TRIBUNAL DE JUSTIÇA DO ESTADO DO PIAUÍ
ÓRGÃO JULGADOR : 4ª Câmara Especializada Cível
APELAÇÃO CÍVEL (198) No 0800003-71.2019.8.18.0100
APELANTE: BANCO PAN S.A.
REPRESENTANTE: BANCO PAN S.A.
Advogado(s) do reclamante: ANTONIO DE MORAES DOURADO NETO REGISTRADO(A) CIVILMENTE COMO ANTONIO DE MORAES DOURADO NETO
APELADO: GERALDO NETO DUARTE PIRES
Advogado(s) do reclamado: DIEGO MARADONES PIRES RIBEIRO, MAIARA MESSIAS DE SOUSA
EMENTA
EMENTA: APELAÇÃO CÍVEL. DIREITO CIVIL E DO CONSUMIDOR. CONTRATO DE CARTÃO DE CRÉDITO COM RESERVA DE MARGEM CONSIGNÁVEL (RMC). PREVISÃO CONTRATUAL DE DESCONTOS EM FOLHA PARA ABATIMENTO DO SALDO DEVEDOR. EMISSÃO DE CARTÃO DE CRÉDITO. VÍCIO DE CONSENTIMENTO. DESCONTO DIRETAMENTE NO BENEFÍCIO PREVIDENCIÁRIO. RECURSO CONHECIDO E IMPROVIDO. 1. As normas jurídicas não se excluem, mas se complementam, de modo que aplica-se ao presente caso as normas dispostas no Código Civil e no Código de Defesa do Consumidor. 2. A apelante foi induzida a erro no momento da contratação, uma vez que não tinha a intenção de contratar cartão de crédito consignado, mas, sim, de fazer puro e simples contrato de empréstimo consignado. 3. Sentença mantida. Recurso conhecido e improvido.
RELATÓRIO
Trata-se de Apelação Cível, interposta por Banco Pan S.A. contra sentença proferida nos autos da AÇÃO DECLARATÓRIA DE INEXISTÊNCIA DE DÉBITO C/C REPETIÇÃO DE INDÉBITO E INDENIZAÇÃO POR DANOS MORAIS, ajuizada por Geraldo Neto Duarte Pires.

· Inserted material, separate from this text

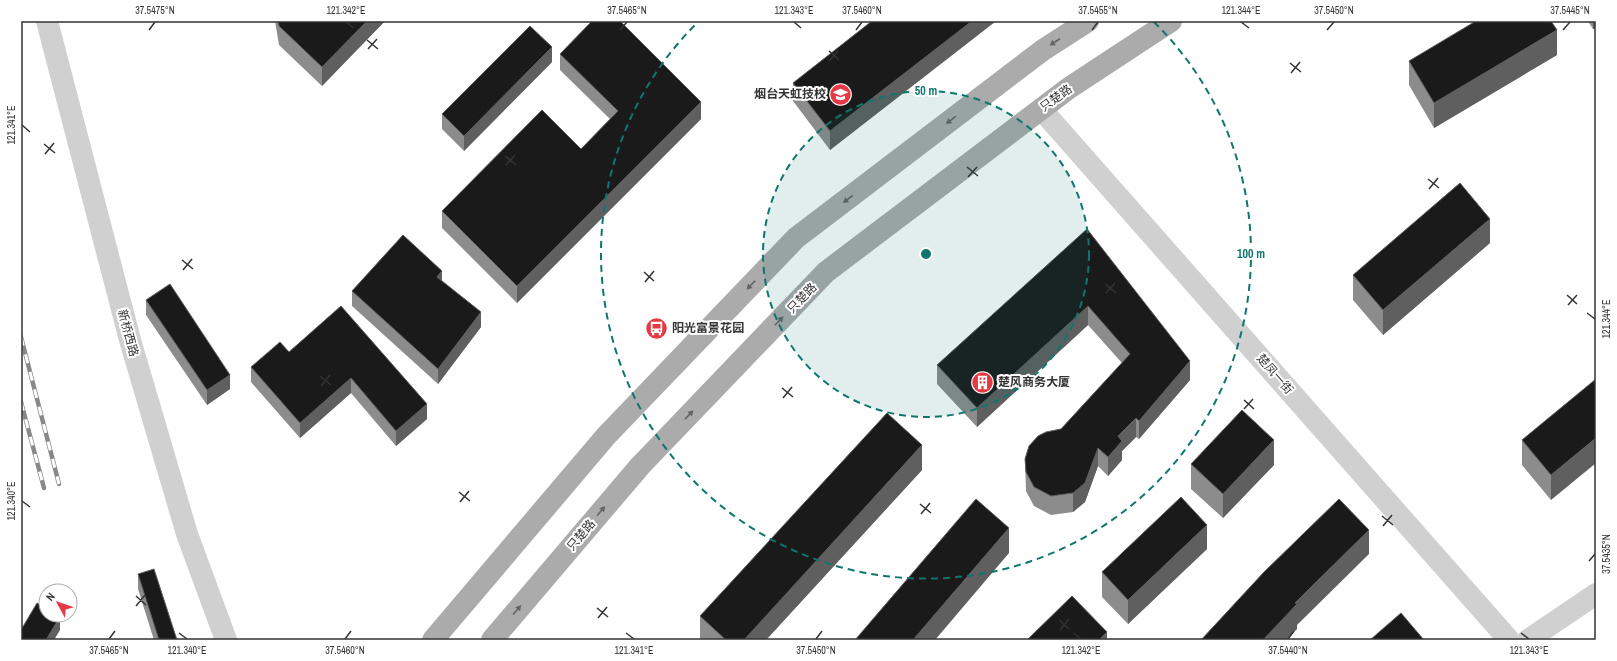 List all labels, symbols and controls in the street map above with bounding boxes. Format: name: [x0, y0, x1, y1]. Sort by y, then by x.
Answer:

Na sentença (ID 13038179), o juízo de origem julgou parcialmente procedente o pedido inicial.
Inconformado com a sentença, o recorrente interpôs a presente apelação (ID 13038195). Em suas razões, defendeu a regularidade da contratação, razão pela qual requereu a improcedência dos pleitos de restituição de valores e de indenização por danos morais. Subsidiariamente, pleiteou a restituição simples e a compensação.
Devidamente intimado, o apelado não apresentou contrarrazões (ID 13038210).
O recurso foi recebido somente no efeito devolutivo, conforme Decisão de ID 13425901.
Os autos não foram remetidos ao Ministério Público Superior, em observância ao Ofício Circular nº 174/2021.
É o relatório.
VOTO
Preliminarmente, verifica-se que estão preenchidos todos os pressupostos subjetivos e objetivos de admissibilidade, razão pela qual conhece-se do recurso e passa-se à análise de mérito.
Inicialmente, cabe pontuar que inexiste dúvida de que a referida lide, por envolver discussão acerca de falha na prestação de serviços, deve ser apreciada sob a ótica do Código de Defesa do Consumidor. A propósito, consoante entendimento que restou sumulado pelo Superior Tribunal de Justiça, a legislação consumerista também se aplica às instituições financeiras:
Súmula 297 do STJ: O Código de Defesa do Consumidor é aplicável às instituições financeiras.
Ao conteúdo dos autos e examinando o caso em concreto, denota-se que a apelada foi induzida a erro no momento da contratação, uma vez que não tinha a intenção de contratar cartão de crédito consignado, mas, sim, de fazer puro e simples contrato de empréstimo consignado.
Sob análise, observa-se que a apelada firmou junto à instituição financeira requerente, Termo de Adesão de Cartão de Crédito, com autorização para reserva de margem consignada (ID 13038052), no qual consta a sua assinatura.
Percebe-se, ainda, que o apelado juntou aos autos as faturas do cartão de crédito (ID 13038053), nas quais constam o limite para saque. Nas referidas faturas, nota-se que o cartão de crédito com margem consignável foi utilizado com o intuito de solicitar empréstimo em dinheiro, não havendo o uso com o fim de realizar compras no mercado.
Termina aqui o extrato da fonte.